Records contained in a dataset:
%%

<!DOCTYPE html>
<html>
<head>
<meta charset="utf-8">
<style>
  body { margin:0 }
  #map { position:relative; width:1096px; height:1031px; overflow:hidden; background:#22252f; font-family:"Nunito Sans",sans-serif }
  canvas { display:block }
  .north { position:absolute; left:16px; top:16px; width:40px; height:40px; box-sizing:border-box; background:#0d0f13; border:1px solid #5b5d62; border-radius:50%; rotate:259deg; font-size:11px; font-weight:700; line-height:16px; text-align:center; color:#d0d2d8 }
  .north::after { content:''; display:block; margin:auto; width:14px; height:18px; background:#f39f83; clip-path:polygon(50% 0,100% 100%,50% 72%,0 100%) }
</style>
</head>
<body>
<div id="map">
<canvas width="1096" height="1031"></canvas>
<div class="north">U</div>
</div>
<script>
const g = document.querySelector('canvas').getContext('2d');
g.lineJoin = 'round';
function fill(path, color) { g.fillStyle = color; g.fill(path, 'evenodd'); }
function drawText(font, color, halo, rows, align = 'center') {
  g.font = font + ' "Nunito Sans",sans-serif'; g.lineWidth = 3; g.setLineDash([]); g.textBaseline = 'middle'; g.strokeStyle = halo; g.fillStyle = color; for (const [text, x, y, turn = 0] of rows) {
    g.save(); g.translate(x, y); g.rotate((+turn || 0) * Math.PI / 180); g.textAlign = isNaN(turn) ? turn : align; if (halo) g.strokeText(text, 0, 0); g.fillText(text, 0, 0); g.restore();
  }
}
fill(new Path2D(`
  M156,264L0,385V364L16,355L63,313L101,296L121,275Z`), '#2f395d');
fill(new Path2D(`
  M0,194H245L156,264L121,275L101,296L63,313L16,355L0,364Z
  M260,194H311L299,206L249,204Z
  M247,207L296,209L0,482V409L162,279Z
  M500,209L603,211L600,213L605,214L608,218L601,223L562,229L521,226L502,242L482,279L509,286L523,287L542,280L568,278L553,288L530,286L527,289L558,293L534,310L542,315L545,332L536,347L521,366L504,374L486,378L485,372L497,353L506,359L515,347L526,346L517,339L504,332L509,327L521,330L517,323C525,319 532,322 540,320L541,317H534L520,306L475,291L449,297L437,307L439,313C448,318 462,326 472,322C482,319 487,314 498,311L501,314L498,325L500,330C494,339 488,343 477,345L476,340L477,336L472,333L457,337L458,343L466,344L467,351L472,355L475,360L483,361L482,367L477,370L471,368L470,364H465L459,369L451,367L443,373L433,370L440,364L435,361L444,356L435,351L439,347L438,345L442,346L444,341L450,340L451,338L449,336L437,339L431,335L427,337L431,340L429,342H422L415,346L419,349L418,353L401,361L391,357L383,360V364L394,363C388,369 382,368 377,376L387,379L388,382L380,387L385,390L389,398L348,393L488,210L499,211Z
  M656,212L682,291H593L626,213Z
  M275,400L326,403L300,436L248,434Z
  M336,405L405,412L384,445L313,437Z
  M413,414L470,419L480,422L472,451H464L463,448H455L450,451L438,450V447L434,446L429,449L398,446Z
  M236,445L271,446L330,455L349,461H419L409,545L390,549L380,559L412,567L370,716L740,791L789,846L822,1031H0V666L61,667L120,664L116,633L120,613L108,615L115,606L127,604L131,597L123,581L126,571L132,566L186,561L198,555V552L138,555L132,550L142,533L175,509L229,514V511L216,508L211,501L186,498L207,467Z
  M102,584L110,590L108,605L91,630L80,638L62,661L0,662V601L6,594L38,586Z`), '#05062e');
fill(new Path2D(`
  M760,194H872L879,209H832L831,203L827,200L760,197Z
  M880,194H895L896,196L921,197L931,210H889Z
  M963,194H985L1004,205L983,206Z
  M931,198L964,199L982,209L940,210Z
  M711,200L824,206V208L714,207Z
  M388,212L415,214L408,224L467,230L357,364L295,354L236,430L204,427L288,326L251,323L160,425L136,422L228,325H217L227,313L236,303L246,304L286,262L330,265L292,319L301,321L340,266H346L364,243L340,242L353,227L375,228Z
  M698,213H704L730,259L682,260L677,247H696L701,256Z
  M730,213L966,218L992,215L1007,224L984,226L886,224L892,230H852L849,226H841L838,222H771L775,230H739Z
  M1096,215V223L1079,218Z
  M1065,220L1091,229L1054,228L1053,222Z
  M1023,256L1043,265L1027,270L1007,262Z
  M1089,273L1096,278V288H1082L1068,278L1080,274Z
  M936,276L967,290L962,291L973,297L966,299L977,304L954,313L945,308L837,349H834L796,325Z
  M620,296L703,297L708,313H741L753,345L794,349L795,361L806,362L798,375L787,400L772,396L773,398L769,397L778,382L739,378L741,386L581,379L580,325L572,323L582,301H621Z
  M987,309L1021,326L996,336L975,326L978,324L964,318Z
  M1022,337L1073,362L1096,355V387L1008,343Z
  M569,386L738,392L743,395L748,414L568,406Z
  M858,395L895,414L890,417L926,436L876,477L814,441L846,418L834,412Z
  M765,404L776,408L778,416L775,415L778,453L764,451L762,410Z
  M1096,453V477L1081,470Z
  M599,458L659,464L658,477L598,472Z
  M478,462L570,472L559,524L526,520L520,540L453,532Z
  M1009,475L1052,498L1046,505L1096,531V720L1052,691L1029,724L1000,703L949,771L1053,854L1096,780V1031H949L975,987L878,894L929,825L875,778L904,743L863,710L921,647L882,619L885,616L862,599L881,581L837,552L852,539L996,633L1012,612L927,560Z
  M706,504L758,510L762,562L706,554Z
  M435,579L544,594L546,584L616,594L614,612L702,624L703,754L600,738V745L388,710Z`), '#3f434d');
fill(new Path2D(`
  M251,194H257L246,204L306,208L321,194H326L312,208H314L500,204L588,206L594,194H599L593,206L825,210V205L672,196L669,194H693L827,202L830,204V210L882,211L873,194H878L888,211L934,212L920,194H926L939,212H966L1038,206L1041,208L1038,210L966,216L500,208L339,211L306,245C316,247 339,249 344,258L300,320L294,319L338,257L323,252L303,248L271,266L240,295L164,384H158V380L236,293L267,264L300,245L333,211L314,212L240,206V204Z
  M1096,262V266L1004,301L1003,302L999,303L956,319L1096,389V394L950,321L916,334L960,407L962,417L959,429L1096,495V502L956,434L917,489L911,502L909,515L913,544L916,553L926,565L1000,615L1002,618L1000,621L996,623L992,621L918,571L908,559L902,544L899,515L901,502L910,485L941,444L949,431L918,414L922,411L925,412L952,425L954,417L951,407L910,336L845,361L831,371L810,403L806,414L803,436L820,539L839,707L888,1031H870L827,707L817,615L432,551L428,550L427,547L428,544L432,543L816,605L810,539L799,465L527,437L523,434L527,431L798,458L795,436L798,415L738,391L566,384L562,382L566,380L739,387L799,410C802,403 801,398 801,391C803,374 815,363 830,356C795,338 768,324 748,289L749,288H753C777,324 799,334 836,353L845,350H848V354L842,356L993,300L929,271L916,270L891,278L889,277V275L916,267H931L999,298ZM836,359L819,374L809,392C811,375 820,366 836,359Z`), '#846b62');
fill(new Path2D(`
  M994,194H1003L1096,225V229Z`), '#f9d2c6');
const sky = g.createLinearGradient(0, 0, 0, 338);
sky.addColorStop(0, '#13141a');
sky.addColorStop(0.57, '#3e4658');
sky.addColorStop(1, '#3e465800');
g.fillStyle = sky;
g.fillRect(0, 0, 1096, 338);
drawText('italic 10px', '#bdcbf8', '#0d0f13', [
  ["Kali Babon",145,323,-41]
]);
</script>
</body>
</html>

%%

• Description of the task
Taking the line with "M0,194H245L156,264L121,275L101,296L63,313L16,355L0,364Z" as the first and the line with "M711,200L824,206V208L714,207Z" as the last, retype that stretch of the data above exactly, with no other lines.

• Result of the task
  M0,194H245L156,264L121,275L101,296L63,313L16,355L0,364Z
  M260,194H311L299,206L249,204Z
  M247,207L296,209L0,482V409L162,279Z
  M500,209L603,211L600,213L605,214L608,218L601,223L562,229L521,226L502,242L482,279L509,286L523,287L542,280L568,278L553,288L530,286L527,289L558,293L534,310L542,315L545,332L536,347L521,366L504,374L486,378L485,372L497,353L506,359L515,347L526,346L517,339L504,332L509,327L521,330L517,323C525,319 532,322 540,320L541,317H534L520,306L475,291L449,297L437,307L439,313C448,318 462,326 472,322C482,319 487,314 498,311L501,314L498,325L500,330C494,339 488,343 477,345L476,340L477,336L472,333L457,337L458,343L466,344L467,351L472,355L475,360L483,361L482,367L477,370L471,368L470,364H465L459,369L451,367L443,373L433,370L440,364L435,361L444,356L435,351L439,347L438,345L442,346L444,341L450,340L451,338L449,336L437,339L431,335L427,337L431,340L429,342H422L415,346L419,349L418,353L401,361L391,357L383,360V364L394,363C388,369 382,368 377,376L387,379L388,382L380,387L385,390L389,398L348,393L488,210L499,211Z
  M656,212L682,291H593L626,213Z
  M275,400L326,403L300,436L248,434Z
  M336,405L405,412L384,445L313,437Z
  M413,414L470,419L480,422L472,451H464L463,448H455L450,451L438,450V447L434,446L429,449L398,446Z
  M236,445L271,446L330,455L349,461H419L409,545L390,549L380,559L412,567L370,716L740,791L789,846L822,1031H0V666L61,667L120,664L116,633L120,613L108,615L115,606L127,604L131,597L123,581L126,571L132,566L186,561L198,555V552L138,555L132,550L142,533L175,509L229,514V511L216,508L211,501L186,498L207,467Z
  M102,584L110,590L108,605L91,630L80,638L62,661L0,662V601L6,594L38,586Z`), '#05062e');
fill(new Path2D(`
  M760,194H872L879,209H832L831,203L827,200L760,197Z
  M880,194H895L896,196L921,197L931,210H889Z
  M963,194H985L1004,205L983,206Z
  M931,198L964,199L982,209L940,210Z
  M711,200L824,206V208L714,207Z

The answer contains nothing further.